Bastaram três rodadas para a sensação mudar. Três derrotas depois, a equipe de Enschede está na 16ª posição, antepenúltima do campeonato. Antes desta, somente em três temporadas (1982/83, 1987/88 e 2002/03) os Tukkers haviam conseguido apenas um ponto nas quatro primeiras rodadas – em 2002/03, a equipe foi rebaixada e esteve à beira da falência. Pior: a última derrota deu-se no clássico da região do Twente (província do Overijssel), contra o Heracles Almelo, há duas semanas (2 a 0).

Não houve jeito de manter Alfred Schreuder: pressionado pela torcida desde o fim da temporada passada, ele foi demitido. E será sob o comando do interino René Hake que os Tukkers enfrentarão um grande desafio nesta quinta rodada do Campeonato Holandês: jogar contra o líder Ajax, ainda invicto, neste sábado. Ainda assim, a confiança é pequena para a sequência da temporada.

Primeiramente, porque a situação financeira continua aflitiva. No fim da temporada passada, o presidente Joop Munsterman deixou o clube, com uma história de 12 anos em que o Twente conheceu o auge (título holandês em 2009/10, participação em Liga dos Campeões etc.) mas também fez muitas dívidas. E a responsabilidade de rolar essas dívidas, e pagá-las, ficou para Aldo van der Laan.

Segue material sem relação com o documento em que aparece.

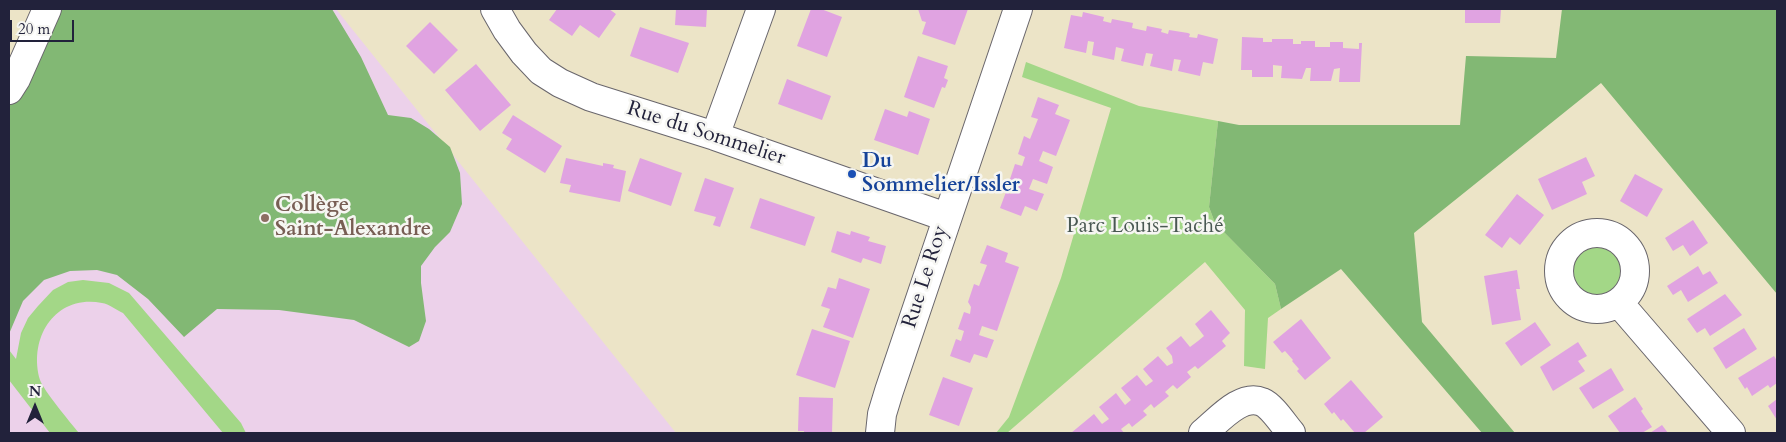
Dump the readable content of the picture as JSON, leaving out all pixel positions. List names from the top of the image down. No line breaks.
{"streets":{"street":["Rue du Sommelier","Rue Le Roy"]},"crossings":[["Rue du Sommelier","Rue Le Roy"]],"parks":["Parc Louis-Taché"],"places":["Du Sommelier/Issler","Collège Saint-Alexandre"],"scale_bar":"20 m","north":"top"}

Sem muito dinheiro para ousar, restaram duas opções: liberar quem recebesse uma oferta razoavelmente polpuda, e povoar o elenco com gente vinda da base. A primeira alternativa foi posta em prática, quando possível. O volante Kyle Ebecilio recebeu proposta de empréstimo para o Nottingham Forest? Que vá. Sem espaço nos titulares, Younes Mokhtar recebeu uma proposta de 1 milhão de euros, do Al Nassr, da Arábia Saudita? Até logo. Jesús Corona, cada vez mais titular na seleção mexicana, é cobiçado pelo Porto? Pois bem, o clube português pagou 10 milhões de euros para o meio-campista vestir a alviazul tripeira, e ele se foi para o Dragão sem problemas.

Restou a René Hake remontar a base da equipe em torno dos remanescentes, com muitos novatos (isso, até quando ele comandar o Twente – cogita-se a volta de Fred Rutten, de boas memórias no Grolsch Veste). No meio-campo, cuidarão da marcação Renato Tapia e Kamohelo Mokotjo, enquanto armam as jogadas Felipe Gutiérrez (em alta, presença certa na seleção do Chile) e Hakim Ziyech (principal destaque da equipe, líder de assistências em 2014/15). E no ataque, nem referências há: apenas dois reforços que aspiram a tal posto, o alemão (de ascendência nigeriana) Chinedu Ede e Michael Olaitan – este, nigeriano de nascimento e nacionalidade.

De resto, cada vez mais a garotada toma conta da equipe. Até por força das circunstâncias, são ou serão titulares o lateral direito Hidde ter Avest, 18 anos (titular da seleção holandesa sub-19); os zagueiros Peet Bijen (20 anos), Joachim Andersen (19 anos) e Jeroen van der Lely (19 anos); e o atacante Alessio da Cruz, 18 anos. Além do mais, antes da partida contra o Ajax, Joel Drommel, 19 anos, titular da seleção holandesa sub-19, foi escolhido como novo goleiro titular, barrando Nick Marsman, que retornara. Cada vez mais, é com eles que a espinha dorsal da equipe do Twente será feita.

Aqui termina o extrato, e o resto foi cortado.